#### Problem details:
Reproduce the entries shown below only from the line with "Input: one rendered" down to the line with "Quick job: Give", keeping both end lines and copying each one exactly.

#### Stored items:
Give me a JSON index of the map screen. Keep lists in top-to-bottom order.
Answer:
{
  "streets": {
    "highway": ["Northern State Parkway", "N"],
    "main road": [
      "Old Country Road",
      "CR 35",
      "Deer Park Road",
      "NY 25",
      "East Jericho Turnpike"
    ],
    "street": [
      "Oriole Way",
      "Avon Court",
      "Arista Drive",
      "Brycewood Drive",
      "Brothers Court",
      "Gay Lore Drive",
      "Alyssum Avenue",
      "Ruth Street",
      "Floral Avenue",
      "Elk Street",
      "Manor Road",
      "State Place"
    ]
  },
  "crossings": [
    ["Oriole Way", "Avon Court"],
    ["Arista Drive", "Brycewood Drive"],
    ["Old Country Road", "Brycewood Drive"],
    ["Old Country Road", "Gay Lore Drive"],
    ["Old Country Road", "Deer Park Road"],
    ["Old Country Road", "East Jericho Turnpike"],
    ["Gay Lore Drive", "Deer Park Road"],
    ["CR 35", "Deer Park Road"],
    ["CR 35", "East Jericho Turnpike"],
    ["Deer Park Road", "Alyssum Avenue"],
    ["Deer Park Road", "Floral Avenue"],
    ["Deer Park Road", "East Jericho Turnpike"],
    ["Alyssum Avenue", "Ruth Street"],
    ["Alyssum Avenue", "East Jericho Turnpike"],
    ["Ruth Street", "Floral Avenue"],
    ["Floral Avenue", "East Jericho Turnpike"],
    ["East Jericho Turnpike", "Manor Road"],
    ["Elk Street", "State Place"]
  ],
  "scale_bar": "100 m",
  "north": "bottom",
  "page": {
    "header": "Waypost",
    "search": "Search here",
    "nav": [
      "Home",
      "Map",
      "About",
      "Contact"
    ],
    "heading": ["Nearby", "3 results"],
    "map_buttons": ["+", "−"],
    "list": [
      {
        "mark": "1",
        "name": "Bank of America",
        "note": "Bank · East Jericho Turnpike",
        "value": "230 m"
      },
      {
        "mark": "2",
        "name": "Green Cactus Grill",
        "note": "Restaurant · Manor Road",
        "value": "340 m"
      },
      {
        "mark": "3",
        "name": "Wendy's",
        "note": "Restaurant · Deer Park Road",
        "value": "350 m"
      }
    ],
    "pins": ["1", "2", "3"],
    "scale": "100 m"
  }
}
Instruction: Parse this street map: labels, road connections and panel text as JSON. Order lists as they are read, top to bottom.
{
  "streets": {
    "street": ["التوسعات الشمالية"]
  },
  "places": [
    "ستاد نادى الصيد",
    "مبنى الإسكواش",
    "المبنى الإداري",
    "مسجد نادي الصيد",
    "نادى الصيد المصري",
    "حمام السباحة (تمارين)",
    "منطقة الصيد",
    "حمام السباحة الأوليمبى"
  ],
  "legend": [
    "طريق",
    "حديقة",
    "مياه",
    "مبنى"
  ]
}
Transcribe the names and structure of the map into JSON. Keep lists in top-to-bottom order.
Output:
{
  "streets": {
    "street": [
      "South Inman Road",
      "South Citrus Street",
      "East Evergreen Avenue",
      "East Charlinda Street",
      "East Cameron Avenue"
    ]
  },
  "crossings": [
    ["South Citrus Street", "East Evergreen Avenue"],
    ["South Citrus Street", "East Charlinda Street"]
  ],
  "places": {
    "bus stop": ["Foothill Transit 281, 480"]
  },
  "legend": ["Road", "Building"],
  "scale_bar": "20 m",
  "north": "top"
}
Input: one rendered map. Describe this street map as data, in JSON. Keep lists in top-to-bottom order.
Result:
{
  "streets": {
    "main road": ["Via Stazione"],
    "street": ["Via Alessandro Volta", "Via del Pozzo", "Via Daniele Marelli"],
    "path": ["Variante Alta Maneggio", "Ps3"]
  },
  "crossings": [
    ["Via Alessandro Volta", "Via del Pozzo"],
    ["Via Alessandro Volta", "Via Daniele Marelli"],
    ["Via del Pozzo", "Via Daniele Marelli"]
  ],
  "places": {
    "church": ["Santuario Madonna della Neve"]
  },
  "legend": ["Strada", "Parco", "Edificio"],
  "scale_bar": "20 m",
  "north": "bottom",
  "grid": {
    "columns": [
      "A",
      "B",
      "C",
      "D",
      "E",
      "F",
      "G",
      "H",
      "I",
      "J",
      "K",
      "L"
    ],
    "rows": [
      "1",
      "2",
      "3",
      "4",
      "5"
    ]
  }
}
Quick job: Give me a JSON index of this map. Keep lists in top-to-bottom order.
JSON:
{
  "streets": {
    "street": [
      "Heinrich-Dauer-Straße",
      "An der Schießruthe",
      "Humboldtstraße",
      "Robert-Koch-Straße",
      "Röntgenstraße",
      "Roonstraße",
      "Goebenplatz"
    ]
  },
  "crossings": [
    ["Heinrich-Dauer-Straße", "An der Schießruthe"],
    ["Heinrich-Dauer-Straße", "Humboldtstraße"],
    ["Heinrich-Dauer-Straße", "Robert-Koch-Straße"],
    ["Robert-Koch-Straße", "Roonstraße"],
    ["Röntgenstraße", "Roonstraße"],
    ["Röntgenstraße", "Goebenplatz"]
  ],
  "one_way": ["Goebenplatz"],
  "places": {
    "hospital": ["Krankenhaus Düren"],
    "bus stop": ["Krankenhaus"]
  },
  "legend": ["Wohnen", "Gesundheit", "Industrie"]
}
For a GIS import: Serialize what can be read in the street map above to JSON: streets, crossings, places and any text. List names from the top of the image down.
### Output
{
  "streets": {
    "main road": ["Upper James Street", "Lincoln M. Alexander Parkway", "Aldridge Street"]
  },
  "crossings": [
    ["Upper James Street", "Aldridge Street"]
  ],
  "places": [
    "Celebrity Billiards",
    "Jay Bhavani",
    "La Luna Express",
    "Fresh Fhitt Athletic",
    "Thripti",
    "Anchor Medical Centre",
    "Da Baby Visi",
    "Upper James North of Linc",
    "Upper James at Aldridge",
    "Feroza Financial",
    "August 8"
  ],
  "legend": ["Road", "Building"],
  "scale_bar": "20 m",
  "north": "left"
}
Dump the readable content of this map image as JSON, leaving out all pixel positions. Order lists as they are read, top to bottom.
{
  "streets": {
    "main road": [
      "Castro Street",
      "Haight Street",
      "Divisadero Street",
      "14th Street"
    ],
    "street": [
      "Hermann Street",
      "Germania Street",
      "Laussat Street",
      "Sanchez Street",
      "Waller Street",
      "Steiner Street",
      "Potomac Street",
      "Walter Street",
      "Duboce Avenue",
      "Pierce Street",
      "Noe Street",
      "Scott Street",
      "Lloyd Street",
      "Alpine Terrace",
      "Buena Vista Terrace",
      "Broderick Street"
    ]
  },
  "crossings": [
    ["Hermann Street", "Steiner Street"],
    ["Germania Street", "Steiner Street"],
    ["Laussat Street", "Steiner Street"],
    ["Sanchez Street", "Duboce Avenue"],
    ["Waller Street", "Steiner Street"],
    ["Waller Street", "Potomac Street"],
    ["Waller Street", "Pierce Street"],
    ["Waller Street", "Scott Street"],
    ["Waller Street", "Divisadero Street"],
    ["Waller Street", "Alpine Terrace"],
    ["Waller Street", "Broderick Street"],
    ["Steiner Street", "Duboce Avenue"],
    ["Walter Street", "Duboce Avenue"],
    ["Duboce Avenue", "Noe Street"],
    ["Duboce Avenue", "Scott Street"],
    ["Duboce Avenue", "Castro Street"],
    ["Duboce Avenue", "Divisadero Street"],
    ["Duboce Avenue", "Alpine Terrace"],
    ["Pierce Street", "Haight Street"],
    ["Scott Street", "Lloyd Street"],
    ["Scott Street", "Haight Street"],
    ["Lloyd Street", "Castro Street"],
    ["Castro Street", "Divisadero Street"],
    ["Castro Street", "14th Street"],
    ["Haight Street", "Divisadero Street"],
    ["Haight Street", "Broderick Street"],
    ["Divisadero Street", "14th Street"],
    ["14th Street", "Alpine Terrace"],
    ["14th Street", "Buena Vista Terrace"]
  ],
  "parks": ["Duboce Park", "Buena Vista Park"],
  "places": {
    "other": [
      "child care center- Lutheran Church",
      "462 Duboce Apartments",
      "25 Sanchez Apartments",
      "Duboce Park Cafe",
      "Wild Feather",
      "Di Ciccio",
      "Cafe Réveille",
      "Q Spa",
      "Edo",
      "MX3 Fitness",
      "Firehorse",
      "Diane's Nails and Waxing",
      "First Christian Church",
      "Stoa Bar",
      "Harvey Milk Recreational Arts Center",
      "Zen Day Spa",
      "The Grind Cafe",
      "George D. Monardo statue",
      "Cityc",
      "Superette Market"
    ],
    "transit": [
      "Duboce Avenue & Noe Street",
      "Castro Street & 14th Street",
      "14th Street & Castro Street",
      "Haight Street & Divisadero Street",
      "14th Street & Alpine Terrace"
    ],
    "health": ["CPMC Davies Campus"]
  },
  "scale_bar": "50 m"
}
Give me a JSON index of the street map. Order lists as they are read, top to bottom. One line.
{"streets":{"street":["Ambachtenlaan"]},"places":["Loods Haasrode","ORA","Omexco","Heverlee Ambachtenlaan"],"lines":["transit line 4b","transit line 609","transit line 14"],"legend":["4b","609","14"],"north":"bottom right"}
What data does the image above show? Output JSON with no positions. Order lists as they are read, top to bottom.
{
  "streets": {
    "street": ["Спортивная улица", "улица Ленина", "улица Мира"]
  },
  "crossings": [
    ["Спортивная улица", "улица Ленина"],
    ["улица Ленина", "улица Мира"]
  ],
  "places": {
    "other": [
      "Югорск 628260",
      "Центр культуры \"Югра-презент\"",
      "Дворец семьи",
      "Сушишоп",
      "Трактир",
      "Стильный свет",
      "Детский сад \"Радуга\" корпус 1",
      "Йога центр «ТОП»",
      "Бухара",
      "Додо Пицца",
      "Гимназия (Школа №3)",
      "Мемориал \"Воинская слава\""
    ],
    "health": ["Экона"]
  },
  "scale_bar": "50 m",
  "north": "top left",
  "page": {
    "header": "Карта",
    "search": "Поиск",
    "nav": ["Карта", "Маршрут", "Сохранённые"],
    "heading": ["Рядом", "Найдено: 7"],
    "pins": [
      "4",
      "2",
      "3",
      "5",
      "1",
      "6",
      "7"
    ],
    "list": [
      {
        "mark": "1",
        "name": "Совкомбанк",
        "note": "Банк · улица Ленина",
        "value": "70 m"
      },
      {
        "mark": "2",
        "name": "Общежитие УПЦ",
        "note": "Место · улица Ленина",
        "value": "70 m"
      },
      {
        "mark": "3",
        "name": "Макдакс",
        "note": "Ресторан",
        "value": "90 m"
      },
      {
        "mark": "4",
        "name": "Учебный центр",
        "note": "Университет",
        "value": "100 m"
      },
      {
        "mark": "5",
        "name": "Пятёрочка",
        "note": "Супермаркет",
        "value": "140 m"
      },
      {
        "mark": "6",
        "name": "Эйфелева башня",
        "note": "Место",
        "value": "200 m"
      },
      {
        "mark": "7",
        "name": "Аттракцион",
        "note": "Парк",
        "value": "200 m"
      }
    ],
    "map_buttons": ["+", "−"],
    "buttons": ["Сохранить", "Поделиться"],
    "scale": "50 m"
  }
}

#### Answer to this task:
Input: one rendered map. Describe this street map as data, in JSON. Keep lists in top-to-bottom order.
Result:
{
  "streets": {
    "main road": ["Via Stazione"],
    "street": ["Via Alessandro Volta", "Via del Pozzo", "Via Daniele Marelli"],
    "path": ["Variante Alta Maneggio", "Ps3"]
  },
  "crossings": [
    ["Via Alessandro Volta", "Via del Pozzo"],
    ["Via Alessandro Volta", "Via Daniele Marelli"],
    ["Via del Pozzo", "Via Daniele Marelli"]
  ],
  "places": {
    "church": ["Santuario Madonna della Neve"]
  },
  "legend": ["Strada", "Parco", "Edificio"],
  "scale_bar": "20 m",
  "north": "bottom",
  "grid": {
    "columns": [
      "A",
      "B",
      "C",
      "D",
      "E",
      "F",
      "G",
      "H",
      "I",
      "J",
      "K",
      "L"
    ],
    "rows": [
      "1",
      "2",
      "3",
      "4",
      "5"
    ]
  }
}
Quick job: Give me a JSON index of this map. Keep lists in top-to-bottom order.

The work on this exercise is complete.